Feb 25, 2024
No work today. I worked the last 6 days. I haven’t heard back from any other jobs. I hope something changes.
I’m really bored. I feel so directionless. I don’t know what to do.
I can make music, but then I feel like I’m wasting time by not trying to find a new job. I also feel like I’m supposed to be researching this ESL stuff.
I guess I can just dedicate an hour a day to doing job stuff, an hour a day to doing blog stuff, and an hour a day to music stuff. That’s actually pretty good.
Douma left for France today. We hung out twice over the last few days.

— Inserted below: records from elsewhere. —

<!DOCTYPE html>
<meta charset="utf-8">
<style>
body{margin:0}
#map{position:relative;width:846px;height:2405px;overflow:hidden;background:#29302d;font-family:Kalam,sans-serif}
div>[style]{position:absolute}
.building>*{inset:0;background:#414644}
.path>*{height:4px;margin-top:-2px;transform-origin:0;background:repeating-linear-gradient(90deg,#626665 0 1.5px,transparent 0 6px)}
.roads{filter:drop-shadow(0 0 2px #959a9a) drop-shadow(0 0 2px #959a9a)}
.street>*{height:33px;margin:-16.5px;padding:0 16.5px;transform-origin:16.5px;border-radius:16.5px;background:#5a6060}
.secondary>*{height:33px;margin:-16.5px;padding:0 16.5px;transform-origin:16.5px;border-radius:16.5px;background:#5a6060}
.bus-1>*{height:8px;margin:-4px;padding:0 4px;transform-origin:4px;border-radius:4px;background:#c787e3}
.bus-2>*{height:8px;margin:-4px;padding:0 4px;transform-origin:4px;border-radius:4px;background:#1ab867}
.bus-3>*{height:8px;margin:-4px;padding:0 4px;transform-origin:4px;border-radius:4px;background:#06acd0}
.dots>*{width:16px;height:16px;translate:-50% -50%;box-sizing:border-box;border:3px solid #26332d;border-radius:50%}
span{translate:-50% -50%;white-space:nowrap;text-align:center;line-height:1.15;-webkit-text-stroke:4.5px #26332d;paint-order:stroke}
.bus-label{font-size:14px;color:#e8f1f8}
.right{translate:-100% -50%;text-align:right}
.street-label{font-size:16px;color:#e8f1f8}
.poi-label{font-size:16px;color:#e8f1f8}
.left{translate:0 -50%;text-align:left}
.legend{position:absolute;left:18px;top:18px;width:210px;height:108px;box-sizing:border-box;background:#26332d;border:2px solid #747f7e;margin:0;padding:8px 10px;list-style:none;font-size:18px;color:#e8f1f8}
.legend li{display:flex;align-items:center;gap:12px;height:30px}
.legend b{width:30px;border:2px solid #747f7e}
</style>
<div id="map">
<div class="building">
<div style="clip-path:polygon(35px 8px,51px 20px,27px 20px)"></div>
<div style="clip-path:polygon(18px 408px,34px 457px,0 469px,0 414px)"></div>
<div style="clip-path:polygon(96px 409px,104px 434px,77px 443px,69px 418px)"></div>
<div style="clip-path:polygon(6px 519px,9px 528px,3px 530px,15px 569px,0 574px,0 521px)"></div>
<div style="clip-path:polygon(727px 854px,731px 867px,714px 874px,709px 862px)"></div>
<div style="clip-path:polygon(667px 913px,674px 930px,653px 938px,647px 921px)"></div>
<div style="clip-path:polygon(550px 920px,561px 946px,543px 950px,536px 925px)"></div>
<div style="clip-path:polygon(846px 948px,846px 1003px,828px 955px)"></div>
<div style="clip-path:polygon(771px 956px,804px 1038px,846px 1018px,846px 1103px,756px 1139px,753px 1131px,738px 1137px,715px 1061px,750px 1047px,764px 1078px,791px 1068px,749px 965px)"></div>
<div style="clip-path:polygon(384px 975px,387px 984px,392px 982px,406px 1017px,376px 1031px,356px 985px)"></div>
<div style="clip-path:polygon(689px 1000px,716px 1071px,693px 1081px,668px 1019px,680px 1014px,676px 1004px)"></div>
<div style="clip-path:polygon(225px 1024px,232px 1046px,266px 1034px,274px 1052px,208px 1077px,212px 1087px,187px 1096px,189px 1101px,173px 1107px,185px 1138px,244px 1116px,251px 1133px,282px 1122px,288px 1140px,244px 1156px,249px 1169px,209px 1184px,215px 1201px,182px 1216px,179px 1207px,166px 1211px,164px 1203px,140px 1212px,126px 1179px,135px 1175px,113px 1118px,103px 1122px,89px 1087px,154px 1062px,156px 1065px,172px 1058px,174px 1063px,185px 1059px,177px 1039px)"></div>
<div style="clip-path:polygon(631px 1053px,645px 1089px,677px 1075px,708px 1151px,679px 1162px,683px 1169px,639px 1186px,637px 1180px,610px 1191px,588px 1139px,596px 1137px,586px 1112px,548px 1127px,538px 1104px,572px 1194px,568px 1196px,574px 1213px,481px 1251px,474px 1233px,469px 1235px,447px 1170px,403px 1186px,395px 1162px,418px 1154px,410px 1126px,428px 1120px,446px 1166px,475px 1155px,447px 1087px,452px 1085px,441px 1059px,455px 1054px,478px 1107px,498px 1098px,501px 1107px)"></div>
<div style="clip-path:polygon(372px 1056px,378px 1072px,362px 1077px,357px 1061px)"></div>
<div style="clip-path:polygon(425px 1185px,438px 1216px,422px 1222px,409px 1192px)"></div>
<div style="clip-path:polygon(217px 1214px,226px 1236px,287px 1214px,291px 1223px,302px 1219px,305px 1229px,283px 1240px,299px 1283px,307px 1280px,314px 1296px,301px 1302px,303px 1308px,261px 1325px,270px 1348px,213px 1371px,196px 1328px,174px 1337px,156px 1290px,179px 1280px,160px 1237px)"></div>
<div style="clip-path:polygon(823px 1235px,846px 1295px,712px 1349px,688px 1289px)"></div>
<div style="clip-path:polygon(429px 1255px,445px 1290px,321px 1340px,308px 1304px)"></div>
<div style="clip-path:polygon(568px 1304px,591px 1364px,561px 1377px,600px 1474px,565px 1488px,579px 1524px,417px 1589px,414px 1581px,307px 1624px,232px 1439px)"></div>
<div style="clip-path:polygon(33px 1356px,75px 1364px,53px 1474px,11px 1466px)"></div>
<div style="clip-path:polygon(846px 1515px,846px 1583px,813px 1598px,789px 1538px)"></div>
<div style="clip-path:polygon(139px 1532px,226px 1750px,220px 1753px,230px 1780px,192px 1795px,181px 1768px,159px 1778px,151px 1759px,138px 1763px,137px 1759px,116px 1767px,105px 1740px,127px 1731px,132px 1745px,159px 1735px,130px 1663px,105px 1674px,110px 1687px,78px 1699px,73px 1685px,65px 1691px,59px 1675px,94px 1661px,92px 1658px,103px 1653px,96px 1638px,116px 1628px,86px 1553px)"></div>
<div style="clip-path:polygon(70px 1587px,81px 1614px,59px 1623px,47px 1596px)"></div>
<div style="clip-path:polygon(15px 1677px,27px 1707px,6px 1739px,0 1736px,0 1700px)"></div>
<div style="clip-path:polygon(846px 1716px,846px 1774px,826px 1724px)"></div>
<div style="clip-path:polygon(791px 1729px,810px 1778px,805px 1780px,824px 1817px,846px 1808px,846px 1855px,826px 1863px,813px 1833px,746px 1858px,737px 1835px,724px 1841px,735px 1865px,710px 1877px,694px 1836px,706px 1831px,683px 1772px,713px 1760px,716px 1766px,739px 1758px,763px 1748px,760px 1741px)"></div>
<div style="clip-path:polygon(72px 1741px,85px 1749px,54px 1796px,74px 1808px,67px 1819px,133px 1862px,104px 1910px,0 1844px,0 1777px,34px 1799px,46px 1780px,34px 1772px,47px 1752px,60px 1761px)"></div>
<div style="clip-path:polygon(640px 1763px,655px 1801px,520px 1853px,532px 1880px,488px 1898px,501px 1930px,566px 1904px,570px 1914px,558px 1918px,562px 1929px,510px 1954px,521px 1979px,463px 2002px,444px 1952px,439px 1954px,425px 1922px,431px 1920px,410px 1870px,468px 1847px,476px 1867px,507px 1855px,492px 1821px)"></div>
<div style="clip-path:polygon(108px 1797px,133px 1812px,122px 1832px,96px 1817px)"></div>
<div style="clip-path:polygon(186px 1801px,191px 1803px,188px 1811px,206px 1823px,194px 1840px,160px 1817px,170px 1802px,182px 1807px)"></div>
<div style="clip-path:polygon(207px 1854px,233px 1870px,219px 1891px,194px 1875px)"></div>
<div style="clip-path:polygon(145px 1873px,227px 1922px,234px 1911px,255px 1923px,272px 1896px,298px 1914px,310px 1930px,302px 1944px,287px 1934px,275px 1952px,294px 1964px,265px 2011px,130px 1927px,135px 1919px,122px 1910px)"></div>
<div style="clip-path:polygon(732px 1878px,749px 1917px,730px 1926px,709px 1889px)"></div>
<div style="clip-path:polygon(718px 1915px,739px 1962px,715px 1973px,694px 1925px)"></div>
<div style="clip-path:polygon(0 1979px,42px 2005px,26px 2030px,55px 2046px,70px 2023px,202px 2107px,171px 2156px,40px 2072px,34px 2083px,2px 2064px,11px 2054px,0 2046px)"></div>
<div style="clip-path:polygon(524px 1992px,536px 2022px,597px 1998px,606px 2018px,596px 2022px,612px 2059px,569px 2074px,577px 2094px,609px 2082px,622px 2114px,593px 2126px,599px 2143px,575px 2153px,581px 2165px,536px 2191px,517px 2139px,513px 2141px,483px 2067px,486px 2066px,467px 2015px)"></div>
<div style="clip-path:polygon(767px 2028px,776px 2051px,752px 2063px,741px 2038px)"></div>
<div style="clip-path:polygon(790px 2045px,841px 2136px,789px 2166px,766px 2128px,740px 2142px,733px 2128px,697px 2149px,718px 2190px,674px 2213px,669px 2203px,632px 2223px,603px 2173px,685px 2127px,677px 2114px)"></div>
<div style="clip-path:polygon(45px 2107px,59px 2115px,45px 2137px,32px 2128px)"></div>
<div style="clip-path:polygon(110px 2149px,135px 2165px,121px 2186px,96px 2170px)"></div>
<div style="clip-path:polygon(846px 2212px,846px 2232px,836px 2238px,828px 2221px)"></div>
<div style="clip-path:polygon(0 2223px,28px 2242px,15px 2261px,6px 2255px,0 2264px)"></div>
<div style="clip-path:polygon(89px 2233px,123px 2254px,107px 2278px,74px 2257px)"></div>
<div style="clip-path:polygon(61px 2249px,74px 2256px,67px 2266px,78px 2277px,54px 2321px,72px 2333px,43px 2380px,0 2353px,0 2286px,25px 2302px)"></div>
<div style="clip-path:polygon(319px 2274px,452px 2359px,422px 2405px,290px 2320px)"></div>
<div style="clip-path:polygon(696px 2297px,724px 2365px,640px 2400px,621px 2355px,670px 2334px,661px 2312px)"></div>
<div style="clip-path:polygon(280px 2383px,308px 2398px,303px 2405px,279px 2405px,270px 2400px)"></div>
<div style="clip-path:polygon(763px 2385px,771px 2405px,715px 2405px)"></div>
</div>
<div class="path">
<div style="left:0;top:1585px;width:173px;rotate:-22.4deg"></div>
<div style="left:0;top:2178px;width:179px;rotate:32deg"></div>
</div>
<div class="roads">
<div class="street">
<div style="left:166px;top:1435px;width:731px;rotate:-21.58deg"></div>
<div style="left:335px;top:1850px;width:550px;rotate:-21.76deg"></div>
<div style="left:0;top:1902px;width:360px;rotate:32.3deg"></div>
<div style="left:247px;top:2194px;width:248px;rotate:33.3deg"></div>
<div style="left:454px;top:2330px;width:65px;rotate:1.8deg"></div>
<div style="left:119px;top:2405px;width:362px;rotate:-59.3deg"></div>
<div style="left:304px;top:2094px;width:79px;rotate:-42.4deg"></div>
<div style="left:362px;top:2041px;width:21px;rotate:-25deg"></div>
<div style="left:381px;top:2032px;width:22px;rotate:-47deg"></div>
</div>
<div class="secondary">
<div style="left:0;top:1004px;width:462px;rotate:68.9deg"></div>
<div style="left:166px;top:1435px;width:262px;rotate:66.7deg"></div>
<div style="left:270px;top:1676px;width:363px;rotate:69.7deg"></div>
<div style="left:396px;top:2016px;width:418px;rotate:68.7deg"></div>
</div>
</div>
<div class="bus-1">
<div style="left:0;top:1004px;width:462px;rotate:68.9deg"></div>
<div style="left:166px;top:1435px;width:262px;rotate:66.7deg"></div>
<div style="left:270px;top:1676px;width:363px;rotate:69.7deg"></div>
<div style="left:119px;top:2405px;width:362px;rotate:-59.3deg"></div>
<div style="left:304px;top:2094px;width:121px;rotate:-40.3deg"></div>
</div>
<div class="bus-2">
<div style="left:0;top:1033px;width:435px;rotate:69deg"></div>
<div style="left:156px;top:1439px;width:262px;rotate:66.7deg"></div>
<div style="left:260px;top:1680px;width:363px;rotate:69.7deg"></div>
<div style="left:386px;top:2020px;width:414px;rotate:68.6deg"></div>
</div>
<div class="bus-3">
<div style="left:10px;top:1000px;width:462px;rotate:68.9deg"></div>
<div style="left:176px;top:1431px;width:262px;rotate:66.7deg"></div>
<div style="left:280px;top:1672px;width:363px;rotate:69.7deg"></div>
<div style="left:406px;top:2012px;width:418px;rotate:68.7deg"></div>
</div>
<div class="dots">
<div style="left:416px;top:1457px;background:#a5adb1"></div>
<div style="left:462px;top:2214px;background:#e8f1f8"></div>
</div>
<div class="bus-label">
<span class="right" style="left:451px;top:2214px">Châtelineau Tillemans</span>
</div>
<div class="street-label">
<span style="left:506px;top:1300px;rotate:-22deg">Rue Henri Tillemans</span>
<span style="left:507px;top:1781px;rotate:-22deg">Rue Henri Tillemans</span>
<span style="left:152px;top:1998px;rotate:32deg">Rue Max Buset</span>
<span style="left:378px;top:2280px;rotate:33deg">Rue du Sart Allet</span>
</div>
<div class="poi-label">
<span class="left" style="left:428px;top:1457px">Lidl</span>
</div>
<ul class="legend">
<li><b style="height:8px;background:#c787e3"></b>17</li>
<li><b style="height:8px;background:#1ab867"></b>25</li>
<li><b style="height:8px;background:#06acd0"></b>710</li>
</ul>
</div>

Yesterday she texted me about an event at the beach. It was a drumming circle for the full moon. She was going with some travellers that she was staying with.
I went along. Douma and I took the bus together. We walked around for a bit. The sky was amazing.
Her friends arrived and we found the drummers. At first I wasn’t really interested. But then I got a tambourine and I had a lot of fun. There were tons of people. Many of them were dancing.
It was pretty cloudy but the moon made an appearance for a little while. It was a nice way to spend my last day with Douma.
She told me she had been tempted to cancel her flight. She was thinking of hitchhiking to go visit Pierre. He’s volunteering at a music festival for a few days. She decided it probably wasn’t a good idea.
I noticed that she had changed her phone wallpaper to a photo of the two of them. It must feel weird for her to be going home. Especially because her and Pierre got together at the end of her trip.
I’ve been thinking about Toronto quite a bit. I’ve been thinking about how weird it would feel to be home. I’m sure after a week it would feel normal again.
I miss the Beaches, though. It’s such a nice neighbourhood.
The albatross circled his prey. He waited until just the right moment. Then he shot down like a meteor. He grabbed the baby goose right out of my hands. I tried to fight the bird. I was no match. The thief took my baby away.
The planet was shaking. The times were changing. Everyone knew it. I was keenly aware, myself.
I thought about old memories of card games with friends. We’d tried our best to have fun. We really wanted to make great memories. But everyone got pregnant, as they always do.
Our outfits became less trendy. The beer disappeared behind rows of breast pumps. The power tools and bikes were melted down for sheet metal. Everything changed. Love turns to little larvae lads.